(Dataset records)
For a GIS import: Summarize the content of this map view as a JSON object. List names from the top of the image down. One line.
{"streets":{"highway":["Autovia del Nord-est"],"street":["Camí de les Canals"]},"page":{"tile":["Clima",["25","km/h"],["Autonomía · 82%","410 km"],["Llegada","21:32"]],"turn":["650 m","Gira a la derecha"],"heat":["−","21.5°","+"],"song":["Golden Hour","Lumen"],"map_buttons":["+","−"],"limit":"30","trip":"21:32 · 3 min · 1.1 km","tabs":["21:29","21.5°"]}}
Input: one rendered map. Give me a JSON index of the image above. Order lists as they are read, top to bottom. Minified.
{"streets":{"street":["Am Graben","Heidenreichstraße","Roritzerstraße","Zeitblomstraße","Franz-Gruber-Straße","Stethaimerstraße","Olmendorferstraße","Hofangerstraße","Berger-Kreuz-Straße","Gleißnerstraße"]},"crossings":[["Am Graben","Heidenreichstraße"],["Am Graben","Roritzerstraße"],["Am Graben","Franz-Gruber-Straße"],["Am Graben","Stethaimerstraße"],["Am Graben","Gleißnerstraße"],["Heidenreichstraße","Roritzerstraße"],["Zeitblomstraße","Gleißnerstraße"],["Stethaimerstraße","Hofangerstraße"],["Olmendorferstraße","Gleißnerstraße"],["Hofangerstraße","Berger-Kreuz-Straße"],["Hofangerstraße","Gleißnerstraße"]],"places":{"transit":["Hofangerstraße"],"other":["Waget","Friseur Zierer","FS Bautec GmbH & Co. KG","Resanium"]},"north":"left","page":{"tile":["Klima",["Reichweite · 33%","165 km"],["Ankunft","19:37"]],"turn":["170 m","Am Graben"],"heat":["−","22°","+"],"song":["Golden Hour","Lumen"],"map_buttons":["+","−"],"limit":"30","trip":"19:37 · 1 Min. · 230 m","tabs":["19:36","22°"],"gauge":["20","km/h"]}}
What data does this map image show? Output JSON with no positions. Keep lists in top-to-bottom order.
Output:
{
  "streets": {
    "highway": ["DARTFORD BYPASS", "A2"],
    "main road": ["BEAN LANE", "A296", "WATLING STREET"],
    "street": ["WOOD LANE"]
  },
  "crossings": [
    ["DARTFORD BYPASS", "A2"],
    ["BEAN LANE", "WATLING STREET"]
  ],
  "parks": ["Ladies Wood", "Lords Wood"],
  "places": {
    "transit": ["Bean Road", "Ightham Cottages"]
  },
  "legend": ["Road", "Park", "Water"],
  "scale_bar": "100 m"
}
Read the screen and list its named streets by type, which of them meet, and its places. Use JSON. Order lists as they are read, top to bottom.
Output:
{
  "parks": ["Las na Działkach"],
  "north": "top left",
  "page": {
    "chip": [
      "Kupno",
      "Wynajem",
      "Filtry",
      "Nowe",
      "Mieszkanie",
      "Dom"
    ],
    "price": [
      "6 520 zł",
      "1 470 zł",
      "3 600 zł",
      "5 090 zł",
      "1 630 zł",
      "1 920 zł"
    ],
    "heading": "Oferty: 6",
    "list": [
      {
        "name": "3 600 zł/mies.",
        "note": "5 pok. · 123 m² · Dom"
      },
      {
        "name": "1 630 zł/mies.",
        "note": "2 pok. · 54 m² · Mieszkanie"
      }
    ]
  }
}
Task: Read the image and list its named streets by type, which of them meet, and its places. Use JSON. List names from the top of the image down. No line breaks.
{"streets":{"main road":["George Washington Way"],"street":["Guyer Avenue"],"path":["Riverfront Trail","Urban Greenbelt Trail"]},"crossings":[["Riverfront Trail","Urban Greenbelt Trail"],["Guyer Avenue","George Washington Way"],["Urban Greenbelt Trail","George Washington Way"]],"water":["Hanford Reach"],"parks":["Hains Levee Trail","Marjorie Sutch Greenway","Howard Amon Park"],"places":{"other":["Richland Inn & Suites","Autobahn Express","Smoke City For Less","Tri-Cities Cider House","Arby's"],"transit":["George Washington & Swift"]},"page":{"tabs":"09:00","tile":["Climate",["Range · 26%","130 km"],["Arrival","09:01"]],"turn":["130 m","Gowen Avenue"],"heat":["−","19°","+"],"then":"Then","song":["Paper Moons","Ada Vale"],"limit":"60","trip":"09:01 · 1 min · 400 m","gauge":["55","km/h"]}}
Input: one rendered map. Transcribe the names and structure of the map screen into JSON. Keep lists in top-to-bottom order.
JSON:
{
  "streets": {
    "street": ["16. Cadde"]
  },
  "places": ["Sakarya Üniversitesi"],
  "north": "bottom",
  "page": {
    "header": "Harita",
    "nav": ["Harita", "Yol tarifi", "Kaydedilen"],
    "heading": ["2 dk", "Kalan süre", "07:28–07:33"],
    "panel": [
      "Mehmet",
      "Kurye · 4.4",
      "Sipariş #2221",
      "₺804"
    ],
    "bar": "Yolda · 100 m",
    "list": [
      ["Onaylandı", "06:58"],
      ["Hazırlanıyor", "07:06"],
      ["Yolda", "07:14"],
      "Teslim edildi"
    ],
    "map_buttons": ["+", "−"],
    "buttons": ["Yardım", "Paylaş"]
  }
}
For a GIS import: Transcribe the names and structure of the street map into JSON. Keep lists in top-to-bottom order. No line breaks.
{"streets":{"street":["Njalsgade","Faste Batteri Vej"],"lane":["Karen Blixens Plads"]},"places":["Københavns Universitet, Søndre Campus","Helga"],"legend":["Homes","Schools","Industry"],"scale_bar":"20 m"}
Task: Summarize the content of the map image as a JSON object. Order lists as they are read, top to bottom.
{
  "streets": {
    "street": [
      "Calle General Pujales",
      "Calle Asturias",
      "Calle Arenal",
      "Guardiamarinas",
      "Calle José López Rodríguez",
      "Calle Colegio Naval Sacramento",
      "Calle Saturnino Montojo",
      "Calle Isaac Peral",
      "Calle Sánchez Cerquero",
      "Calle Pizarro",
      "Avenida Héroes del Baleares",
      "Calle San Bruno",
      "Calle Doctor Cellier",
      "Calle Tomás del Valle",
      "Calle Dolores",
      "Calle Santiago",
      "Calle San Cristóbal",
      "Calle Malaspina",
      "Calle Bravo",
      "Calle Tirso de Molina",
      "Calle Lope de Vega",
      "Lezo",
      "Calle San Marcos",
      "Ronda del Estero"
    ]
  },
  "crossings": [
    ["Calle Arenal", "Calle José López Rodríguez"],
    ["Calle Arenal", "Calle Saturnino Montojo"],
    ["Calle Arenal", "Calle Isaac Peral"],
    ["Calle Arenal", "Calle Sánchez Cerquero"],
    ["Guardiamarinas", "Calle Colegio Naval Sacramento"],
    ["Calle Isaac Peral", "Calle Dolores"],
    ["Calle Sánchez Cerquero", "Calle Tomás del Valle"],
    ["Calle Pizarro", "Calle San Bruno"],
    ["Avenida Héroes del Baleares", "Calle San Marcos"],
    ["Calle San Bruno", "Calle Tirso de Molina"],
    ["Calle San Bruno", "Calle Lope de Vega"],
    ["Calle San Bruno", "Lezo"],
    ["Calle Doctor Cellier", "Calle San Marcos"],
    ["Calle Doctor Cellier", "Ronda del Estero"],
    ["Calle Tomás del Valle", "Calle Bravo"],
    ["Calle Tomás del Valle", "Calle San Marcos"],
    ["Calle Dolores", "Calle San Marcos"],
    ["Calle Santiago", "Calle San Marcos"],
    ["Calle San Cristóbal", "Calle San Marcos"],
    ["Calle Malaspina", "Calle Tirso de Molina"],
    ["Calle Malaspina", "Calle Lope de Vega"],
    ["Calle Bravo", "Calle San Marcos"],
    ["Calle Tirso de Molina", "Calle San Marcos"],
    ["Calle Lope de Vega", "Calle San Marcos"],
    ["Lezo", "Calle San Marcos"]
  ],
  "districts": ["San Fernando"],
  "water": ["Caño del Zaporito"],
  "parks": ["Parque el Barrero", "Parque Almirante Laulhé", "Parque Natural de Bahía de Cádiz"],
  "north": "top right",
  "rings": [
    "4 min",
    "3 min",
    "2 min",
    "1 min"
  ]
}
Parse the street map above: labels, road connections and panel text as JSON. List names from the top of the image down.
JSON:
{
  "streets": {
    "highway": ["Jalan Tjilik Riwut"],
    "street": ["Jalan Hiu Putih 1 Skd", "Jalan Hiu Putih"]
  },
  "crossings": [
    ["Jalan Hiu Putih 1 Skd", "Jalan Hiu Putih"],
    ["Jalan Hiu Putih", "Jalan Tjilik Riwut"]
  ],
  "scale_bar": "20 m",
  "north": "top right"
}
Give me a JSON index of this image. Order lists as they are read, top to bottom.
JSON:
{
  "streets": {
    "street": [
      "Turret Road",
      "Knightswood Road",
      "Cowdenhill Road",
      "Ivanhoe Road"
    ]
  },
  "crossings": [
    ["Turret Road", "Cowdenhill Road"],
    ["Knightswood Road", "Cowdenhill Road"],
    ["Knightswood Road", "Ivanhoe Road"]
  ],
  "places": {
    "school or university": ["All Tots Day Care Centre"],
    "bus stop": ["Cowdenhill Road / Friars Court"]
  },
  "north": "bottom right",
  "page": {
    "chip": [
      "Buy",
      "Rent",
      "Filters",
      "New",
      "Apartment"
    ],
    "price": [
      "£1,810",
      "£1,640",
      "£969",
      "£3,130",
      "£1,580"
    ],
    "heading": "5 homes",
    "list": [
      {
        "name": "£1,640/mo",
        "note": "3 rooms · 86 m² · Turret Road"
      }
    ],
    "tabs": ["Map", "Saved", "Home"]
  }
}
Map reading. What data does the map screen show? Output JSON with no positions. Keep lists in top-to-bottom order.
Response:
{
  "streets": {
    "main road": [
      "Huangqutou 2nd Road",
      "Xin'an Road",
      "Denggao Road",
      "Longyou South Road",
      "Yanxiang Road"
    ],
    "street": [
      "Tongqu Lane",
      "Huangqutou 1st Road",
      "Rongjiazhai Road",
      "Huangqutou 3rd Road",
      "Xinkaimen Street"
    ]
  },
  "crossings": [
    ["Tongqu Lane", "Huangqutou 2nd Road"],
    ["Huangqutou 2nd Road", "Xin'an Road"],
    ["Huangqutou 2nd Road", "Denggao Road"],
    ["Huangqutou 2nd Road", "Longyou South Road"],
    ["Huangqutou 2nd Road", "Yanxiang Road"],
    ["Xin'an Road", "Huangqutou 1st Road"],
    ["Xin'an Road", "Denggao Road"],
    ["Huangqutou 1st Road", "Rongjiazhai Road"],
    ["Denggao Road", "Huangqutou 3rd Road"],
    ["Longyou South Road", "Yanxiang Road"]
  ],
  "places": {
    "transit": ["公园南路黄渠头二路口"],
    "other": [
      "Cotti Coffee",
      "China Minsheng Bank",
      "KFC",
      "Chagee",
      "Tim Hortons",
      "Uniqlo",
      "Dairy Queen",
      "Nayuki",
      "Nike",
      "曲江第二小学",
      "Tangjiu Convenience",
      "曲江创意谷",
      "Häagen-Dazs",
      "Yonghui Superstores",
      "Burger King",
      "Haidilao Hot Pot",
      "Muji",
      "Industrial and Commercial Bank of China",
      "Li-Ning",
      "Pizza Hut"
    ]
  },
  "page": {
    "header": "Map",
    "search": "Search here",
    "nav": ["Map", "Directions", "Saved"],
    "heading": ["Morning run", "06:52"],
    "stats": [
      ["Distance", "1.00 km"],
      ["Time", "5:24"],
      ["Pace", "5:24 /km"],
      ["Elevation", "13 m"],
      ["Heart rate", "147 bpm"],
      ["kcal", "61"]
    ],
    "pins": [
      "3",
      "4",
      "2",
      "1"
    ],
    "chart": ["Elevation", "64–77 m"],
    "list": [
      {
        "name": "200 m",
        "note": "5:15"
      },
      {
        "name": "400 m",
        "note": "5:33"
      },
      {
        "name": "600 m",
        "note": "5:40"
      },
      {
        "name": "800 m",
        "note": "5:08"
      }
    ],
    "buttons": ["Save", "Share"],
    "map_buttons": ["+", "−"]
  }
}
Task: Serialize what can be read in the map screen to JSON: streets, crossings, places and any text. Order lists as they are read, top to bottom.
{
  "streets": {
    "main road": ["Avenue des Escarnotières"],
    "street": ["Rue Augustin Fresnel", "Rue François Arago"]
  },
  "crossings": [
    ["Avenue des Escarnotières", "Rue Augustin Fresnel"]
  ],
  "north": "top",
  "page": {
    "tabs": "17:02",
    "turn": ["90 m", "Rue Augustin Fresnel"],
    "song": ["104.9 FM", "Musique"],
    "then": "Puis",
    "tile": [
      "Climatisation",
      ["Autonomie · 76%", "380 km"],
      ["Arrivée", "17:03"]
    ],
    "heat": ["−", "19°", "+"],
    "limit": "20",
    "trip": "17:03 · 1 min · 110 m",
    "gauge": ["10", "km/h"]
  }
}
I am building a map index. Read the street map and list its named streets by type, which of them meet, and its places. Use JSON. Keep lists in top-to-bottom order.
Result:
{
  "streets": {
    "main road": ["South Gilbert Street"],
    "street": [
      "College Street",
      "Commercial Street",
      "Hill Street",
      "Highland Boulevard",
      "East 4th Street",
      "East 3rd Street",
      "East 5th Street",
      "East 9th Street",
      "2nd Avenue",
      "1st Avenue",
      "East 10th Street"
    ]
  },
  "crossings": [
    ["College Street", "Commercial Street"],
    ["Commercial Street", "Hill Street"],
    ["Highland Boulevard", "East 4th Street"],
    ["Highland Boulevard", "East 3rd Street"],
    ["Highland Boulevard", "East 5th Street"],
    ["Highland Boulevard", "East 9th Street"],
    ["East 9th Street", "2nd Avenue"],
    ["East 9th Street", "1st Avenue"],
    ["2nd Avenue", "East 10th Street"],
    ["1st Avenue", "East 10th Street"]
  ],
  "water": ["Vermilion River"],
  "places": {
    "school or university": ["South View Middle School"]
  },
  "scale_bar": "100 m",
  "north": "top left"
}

◆ Task directions
Return the lines above that include the string "Lope".

◆ Exercise answer
      "Calle Lope de Vega",
    ["Calle San Bruno", "Calle Lope de Vega"],
    ["Calle Malaspina", "Calle Lope de Vega"],
    ["Calle Lope de Vega", "Calle San Marcos"],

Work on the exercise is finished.